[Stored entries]
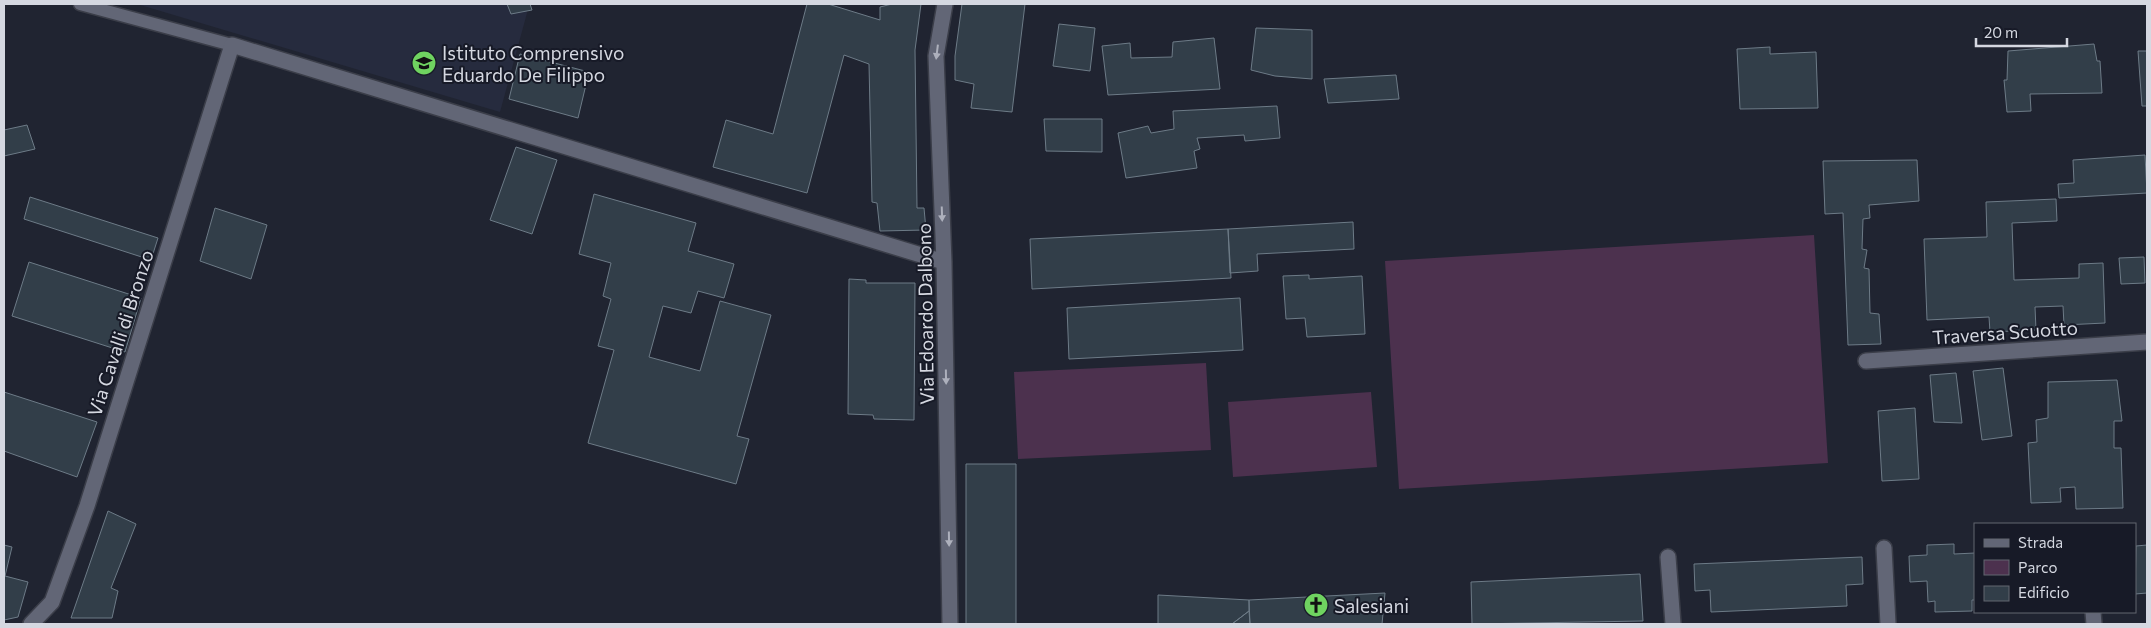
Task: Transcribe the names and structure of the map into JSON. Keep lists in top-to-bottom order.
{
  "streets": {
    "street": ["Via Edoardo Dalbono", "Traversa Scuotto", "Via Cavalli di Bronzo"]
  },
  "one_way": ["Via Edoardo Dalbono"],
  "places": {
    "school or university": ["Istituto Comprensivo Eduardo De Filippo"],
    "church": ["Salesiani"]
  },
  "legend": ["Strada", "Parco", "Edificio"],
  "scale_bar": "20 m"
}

### What the task asks
Transcribe every line of the data exactly. No pictures go in the copy.

### Output below
Task: Transcribe the names and structure of the map into JSON. Keep lists in top-to-bottom order.
{
  "streets": {
    "street": ["Via Edoardo Dalbono", "Traversa Scuotto", "Via Cavalli di Bronzo"]
  },
  "one_way": ["Via Edoardo Dalbono"],
  "places": {
    "school or university": ["Istituto Comprensivo Eduardo De Filippo"],
    "church": ["Salesiani"]
  },
  "legend": ["Strada", "Parco", "Edificio"],
  "scale_bar": "20 m"
}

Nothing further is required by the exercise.